Smoking is a risk factor of many diseases. A previous study has confirmed that smoking is an independent risk factor for periodontal and respiratory diseases, including lung cancer(OR=2.12, 95% CI [1.32–3.42]) (Waziry et al., 2017). Therefore, smoking should be excluded as an confounding factor in an analysis of the association between periodontal disease and lung cancer. Of the 27 studies included in this meta-analysis, adjustments for smoking were performed in 18 studies, and 10 of the 14 studies on periodontitis and lung cancer involved adjustments for smoking. The probability of the development of lung and bronchial cancer in patients with periodontal disease was 1.35 times higher than that in individuals with healthy periodontal tissues, but the statistical heterogeneity was great. In the review by Michaud et al. (2017), based on five studies after adjustments for smoking, positive association was found between periodontal disease and lung cancer, with a pooled RR of 1.33 (95% CI [1.19–1.49], I2 = 0%, P = 0.58), this is consistent with our conclusion, and the values are close to ours. In a prospective study by Tai et al. (2019), smoking was not excluded as a disincentive, therefore, the polled HR (HR = 1.9, 95% CI [1.08–3.35], P = 0.0267) was significantly higher than ours.
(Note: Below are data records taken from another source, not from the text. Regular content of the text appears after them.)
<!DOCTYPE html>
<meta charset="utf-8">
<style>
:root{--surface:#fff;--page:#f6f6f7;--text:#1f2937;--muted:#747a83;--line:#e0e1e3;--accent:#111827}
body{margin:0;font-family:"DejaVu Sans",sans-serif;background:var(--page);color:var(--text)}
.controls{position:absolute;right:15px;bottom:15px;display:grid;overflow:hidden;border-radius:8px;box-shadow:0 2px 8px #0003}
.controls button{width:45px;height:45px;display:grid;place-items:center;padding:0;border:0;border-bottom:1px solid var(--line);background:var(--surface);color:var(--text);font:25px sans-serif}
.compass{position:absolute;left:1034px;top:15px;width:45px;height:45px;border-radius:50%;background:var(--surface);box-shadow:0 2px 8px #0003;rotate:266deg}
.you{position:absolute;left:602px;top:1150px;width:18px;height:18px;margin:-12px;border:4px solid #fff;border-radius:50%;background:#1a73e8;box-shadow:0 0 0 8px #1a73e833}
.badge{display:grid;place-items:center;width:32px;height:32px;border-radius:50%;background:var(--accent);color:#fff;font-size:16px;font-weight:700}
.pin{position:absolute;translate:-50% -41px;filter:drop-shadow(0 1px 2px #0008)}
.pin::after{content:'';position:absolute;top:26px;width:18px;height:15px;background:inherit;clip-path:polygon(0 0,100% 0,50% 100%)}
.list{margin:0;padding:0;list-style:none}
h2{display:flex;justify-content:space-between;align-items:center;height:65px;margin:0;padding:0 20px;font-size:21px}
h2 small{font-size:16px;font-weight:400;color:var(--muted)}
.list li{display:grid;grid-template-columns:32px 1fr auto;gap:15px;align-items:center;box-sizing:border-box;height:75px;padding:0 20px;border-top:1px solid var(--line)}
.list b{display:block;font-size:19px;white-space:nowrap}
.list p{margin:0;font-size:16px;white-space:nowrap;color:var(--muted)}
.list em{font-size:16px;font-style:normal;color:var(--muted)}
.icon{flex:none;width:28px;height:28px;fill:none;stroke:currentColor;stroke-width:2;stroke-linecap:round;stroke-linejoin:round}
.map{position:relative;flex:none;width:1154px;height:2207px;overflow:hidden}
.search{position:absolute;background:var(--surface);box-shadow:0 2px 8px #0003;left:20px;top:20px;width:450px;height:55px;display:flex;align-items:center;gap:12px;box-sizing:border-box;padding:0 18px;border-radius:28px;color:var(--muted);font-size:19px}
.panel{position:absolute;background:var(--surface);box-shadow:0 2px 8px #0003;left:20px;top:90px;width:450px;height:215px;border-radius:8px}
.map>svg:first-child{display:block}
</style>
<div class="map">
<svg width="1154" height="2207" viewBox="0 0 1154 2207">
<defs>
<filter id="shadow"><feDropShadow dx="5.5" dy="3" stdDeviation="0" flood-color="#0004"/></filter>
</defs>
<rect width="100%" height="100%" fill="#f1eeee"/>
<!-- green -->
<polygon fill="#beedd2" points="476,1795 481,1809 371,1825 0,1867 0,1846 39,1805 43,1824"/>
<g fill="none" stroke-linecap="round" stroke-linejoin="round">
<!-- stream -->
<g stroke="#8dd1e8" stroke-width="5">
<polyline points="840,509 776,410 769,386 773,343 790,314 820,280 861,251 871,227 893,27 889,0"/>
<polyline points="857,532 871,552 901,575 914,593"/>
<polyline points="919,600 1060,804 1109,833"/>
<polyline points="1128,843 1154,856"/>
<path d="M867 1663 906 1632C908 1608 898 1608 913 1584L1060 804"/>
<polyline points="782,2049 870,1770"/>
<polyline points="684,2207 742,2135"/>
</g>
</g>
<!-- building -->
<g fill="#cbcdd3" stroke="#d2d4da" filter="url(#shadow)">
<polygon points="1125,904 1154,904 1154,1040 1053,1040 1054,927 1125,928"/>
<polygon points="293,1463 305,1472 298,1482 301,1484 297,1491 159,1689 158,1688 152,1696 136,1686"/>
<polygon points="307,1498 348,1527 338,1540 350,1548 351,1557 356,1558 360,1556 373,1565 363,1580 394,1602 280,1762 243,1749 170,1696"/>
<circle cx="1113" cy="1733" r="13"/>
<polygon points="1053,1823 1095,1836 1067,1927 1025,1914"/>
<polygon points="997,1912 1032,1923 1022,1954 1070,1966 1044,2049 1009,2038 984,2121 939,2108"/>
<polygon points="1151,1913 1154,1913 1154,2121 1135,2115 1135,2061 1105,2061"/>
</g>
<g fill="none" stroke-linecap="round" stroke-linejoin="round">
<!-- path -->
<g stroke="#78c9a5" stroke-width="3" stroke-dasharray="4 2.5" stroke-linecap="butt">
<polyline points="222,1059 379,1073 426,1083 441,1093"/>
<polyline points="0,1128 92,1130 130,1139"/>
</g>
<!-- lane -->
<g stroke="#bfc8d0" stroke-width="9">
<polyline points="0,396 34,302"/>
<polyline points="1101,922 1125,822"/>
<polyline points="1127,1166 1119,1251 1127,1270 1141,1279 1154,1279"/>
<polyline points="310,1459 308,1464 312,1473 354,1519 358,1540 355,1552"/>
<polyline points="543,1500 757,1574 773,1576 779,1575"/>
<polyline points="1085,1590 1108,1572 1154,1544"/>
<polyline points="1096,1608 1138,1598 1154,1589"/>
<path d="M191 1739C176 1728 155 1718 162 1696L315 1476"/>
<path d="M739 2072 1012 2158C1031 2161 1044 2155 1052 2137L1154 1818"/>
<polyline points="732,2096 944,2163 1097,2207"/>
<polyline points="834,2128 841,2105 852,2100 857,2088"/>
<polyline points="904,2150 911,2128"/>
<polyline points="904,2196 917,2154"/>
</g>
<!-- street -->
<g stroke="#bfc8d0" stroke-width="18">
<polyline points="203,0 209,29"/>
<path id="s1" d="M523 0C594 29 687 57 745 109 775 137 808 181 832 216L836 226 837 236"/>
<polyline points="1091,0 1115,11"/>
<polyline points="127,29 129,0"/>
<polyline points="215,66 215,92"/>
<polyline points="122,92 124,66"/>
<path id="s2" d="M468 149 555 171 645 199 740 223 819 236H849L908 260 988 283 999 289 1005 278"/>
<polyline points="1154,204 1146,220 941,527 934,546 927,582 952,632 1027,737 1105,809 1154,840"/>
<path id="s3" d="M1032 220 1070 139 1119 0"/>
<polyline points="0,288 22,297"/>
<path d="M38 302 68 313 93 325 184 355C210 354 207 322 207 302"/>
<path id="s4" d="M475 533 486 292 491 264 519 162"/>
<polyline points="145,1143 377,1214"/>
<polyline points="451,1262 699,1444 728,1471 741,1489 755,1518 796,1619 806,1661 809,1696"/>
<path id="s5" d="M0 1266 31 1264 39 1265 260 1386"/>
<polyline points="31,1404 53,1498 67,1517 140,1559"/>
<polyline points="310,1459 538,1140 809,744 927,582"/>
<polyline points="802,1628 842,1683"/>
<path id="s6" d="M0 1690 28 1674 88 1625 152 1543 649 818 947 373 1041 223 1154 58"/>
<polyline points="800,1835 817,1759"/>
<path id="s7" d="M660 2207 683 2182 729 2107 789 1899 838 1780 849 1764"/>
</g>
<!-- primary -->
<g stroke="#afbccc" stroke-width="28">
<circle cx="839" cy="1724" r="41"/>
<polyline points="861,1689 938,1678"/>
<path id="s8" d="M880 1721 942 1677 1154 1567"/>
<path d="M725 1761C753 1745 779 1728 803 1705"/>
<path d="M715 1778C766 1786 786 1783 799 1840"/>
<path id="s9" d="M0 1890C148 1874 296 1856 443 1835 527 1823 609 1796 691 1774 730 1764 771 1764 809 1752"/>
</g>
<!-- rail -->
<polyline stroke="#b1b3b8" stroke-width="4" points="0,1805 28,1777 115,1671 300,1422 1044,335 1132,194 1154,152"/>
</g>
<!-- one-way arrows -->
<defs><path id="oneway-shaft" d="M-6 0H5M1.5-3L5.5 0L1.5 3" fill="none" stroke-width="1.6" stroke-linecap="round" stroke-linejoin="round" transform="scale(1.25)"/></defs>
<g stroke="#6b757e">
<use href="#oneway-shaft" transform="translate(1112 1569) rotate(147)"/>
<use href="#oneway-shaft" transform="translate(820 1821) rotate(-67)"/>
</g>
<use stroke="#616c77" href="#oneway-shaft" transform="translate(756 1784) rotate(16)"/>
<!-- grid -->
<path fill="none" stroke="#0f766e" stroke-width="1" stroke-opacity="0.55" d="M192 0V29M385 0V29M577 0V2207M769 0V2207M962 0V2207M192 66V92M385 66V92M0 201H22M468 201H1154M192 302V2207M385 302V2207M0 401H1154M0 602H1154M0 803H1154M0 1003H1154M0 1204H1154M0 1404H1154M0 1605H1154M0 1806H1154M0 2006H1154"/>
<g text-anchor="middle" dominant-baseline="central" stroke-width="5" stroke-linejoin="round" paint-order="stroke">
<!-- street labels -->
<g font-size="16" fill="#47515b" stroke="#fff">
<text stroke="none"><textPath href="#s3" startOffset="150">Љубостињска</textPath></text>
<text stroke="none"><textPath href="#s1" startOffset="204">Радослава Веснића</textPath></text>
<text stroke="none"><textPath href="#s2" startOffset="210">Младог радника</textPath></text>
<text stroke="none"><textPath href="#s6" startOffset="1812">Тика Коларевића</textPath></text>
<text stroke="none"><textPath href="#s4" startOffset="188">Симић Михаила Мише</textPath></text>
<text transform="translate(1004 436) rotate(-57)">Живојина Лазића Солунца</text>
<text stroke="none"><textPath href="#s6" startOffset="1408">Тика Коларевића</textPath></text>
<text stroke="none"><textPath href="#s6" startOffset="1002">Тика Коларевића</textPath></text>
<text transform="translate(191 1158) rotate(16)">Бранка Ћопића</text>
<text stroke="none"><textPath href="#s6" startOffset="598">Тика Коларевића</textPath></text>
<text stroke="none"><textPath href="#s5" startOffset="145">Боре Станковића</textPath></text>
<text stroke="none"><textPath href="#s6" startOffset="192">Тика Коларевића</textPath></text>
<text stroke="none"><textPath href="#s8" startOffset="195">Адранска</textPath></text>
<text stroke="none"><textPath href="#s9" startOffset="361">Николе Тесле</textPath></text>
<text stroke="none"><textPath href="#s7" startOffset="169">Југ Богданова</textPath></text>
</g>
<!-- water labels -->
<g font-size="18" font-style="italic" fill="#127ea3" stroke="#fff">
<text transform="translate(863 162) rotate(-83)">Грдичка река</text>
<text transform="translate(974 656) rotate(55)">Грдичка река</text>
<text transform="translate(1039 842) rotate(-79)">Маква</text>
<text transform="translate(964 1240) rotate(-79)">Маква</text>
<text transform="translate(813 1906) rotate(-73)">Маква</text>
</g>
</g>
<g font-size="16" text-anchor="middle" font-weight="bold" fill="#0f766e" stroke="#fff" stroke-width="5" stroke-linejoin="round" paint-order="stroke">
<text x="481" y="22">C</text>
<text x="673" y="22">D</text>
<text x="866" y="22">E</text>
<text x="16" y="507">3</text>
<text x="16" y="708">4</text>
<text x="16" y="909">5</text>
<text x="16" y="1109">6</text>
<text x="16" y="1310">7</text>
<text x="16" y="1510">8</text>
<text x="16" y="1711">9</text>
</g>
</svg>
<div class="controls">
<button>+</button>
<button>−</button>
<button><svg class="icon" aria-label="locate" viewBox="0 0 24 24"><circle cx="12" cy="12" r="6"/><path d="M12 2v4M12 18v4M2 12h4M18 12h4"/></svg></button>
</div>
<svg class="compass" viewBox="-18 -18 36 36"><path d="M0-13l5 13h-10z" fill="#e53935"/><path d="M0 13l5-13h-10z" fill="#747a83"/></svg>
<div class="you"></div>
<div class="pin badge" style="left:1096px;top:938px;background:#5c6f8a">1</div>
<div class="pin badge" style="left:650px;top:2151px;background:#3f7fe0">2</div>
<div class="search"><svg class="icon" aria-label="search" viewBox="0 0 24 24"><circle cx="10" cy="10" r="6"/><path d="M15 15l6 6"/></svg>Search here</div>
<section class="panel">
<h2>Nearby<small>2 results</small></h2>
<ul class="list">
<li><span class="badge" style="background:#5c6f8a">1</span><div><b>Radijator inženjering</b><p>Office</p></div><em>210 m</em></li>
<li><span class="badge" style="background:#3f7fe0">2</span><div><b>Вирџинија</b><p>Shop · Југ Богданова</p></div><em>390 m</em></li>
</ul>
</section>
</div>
There are several limitations in this meta-analysis. First, although most confounding factors were adjusted for in the included studies, few studies adjusted for other oral health problems and stress, which may affect the results of these studies. Second, genetic factors play a very important role in the occurrence of cancer. While diagnosing the patients’ condition, few researchers noted whether they had family history of cancer, therefore, this important influencing factor was most likely ignored in the data analysis, which would also affect the final results.
Conclusions
This meta-analysis revealed that periodontal disease is significantly associated with the risk of the incidence of breast cancer and that periodontal disease may increase the risk of total cancer mortality. Our results prompt the general public to pay attention to periodontal health and to receive periodontal treatment in a regular and timely manner. In conclusion, our results suggest that patients with periodontal disease should pay special attention to breast cancer screening during regular general health examinations. Apart from breast ultrasound, a mammography examination conducted once every 1–2 years would be helpful for the early detection and early treatment of breast cancer. Of course, attention should also be paid to other related cancers, such as lung, colorectal, and prostate cancers. However, well-designed studies, populations from diverse geographic regions, and adjustments for exact confounding factors are needed to confirm our findings and to further explore the relationship between periodontal disease and cancers incidence and mortality.